Since the housing market collapsed, apartment rents have been going up. Now that single family has basically rebounded from the collapse of the housing market, apartment rents have increased to the point where it's not necessarily the less expensive alternative it once was.

Then you have trends and the trend of younger people is more to live, work, play instead of house with a big yard/maintenance. So multi-family is stuck in a perpetual shortage right now because they can't build fast enough to keep up with demand and the renter is out of options because they can't buy or rent a house for the asking price, either.

I don't know what this means going forward. We work with a lot of developers and they aren't showing any signs of slowing down. MOF- most tell us to be ready because they are buying more.


We're going through the pre-approval process on a multi-generational/multi-family home. Already spoke with a few builders. The prices is going to be astronomical, but so is buying a pre-existing home. Many sellers have stated that homes with in-law suites are in highest demand. It sounds crazy, but I just cant fathom buying a first/second "size" home, for the prices now, only to inevitable grow out of it in 5-10 years. Makes sense to spend another 35-40%, sell my moms house, build her an inlaw suite, and that way we can take care of her as she ages, we get some childcare out of it, and we have a home that we never have to leave. It's insane to even write this and think about it.. but that's where we are in 2022.

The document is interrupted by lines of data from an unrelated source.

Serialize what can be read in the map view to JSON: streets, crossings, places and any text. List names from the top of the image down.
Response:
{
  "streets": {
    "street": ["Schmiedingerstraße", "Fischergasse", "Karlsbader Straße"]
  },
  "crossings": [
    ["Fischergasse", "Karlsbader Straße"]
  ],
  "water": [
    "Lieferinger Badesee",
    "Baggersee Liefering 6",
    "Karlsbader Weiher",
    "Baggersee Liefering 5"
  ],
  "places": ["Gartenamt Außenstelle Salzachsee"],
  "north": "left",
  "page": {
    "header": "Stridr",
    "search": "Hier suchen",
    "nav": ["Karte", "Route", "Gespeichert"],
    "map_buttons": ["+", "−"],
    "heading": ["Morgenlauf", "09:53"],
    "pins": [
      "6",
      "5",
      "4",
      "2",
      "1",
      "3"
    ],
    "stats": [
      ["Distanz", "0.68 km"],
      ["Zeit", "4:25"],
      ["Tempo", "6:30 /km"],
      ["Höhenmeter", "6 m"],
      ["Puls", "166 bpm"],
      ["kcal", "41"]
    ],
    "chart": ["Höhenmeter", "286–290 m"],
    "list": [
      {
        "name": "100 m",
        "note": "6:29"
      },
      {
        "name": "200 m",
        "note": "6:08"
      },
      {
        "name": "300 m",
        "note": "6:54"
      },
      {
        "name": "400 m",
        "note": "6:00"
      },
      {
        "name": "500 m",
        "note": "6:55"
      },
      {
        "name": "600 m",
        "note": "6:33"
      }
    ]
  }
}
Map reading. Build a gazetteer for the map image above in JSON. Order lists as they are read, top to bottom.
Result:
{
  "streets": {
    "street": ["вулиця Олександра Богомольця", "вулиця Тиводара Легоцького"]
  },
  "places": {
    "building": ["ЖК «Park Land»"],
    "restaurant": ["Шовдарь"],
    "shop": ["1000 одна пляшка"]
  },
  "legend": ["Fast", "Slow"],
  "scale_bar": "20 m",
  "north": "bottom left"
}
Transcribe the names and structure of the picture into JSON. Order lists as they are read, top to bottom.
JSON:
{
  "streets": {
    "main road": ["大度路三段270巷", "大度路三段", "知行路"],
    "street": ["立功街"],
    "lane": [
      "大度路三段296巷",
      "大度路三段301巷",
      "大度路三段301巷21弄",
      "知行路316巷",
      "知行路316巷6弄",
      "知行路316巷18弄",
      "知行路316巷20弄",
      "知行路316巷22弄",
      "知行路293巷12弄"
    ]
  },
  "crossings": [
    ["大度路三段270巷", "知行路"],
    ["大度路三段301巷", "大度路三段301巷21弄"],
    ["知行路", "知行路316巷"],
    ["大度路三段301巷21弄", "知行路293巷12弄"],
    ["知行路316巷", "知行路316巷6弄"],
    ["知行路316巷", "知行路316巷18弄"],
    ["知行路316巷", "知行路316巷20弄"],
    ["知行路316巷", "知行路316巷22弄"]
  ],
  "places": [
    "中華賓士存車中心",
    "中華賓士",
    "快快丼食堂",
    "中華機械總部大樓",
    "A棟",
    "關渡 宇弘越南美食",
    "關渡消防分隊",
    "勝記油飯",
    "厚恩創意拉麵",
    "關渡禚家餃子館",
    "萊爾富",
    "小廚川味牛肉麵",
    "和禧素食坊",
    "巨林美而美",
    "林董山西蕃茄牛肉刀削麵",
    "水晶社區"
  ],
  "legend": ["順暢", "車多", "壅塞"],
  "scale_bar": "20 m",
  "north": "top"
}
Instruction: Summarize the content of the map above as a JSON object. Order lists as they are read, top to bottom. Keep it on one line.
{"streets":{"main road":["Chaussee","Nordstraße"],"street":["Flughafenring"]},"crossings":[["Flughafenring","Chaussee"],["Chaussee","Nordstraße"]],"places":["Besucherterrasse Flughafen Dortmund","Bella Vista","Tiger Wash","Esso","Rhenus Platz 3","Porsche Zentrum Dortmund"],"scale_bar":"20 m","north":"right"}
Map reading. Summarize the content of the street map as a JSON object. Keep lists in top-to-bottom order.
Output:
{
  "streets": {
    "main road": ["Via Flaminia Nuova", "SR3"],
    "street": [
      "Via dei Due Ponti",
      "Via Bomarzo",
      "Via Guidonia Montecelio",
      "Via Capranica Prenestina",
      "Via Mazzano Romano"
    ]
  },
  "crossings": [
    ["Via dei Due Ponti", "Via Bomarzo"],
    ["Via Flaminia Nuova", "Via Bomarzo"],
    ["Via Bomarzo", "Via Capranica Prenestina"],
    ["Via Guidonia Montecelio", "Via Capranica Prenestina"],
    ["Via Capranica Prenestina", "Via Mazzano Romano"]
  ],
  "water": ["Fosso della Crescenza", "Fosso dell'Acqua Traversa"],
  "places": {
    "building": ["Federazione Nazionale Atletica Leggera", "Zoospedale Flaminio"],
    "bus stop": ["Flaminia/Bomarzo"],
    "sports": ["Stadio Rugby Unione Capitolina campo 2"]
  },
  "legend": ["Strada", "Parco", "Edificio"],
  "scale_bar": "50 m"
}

The crazy part is that builders are charging more for lots that are just one or two towns over, and it isn't like one area is noticeable "better" than the other. One of their developments is $50k added onto the base cost of the house, right off the bat. They've had to resort to a lottery system, as potential buyers were showing up to the lots a day in advanced, and sleeping in their cars overnight just to secure the lot they wanted first thing in the am.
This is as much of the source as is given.